━━━━━ Extracted information

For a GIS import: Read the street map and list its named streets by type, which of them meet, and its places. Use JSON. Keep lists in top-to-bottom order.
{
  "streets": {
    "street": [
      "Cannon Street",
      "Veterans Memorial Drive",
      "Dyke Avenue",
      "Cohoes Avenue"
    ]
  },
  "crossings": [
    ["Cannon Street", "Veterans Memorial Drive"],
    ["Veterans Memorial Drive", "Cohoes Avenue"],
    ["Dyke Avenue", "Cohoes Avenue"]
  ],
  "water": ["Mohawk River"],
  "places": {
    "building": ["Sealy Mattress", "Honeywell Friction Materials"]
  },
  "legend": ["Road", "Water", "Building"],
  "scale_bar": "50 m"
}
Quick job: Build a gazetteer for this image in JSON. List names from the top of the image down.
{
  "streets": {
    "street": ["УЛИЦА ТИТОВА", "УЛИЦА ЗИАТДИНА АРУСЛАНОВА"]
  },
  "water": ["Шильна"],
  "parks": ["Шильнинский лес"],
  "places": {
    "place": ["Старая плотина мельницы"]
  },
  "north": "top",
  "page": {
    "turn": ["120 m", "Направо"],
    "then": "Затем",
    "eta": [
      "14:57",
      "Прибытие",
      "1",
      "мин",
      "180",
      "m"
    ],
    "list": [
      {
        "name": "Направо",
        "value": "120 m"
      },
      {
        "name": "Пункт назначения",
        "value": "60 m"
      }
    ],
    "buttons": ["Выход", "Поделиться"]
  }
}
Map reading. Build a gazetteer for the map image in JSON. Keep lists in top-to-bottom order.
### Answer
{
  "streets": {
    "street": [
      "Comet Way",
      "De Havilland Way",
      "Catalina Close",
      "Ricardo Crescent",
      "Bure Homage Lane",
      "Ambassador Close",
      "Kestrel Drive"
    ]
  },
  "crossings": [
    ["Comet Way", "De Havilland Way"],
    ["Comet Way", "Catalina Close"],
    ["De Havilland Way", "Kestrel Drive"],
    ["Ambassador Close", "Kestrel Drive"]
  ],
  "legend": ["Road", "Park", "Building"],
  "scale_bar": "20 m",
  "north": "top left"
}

━━━━━━━━━━

Problem to solve: Your reply should consist only of the lines from the one containing "Map reading. Build" through the last line of the records, each reproduced exactly.

Answer space:
Map reading. Build a gazetteer for the map image in JSON. Keep lists in top-to-bottom order.
### Answer
{
  "streets": {
    "street": [
      "Comet Way",
      "De Havilland Way",
      "Catalina Close",
      "Ricardo Crescent",
      "Bure Homage Lane",
      "Ambassador Close",
      "Kestrel Drive"
    ]
  },
  "crossings": [
    ["Comet Way", "De Havilland Way"],
    ["Comet Way", "Catalina Close"],
    ["De Havilland Way", "Kestrel Drive"],
    ["Ambassador Close", "Kestrel Drive"]
  ],
  "legend": ["Road", "Park", "Building"],
  "scale_bar": "20 m",
  "north": "top left"
}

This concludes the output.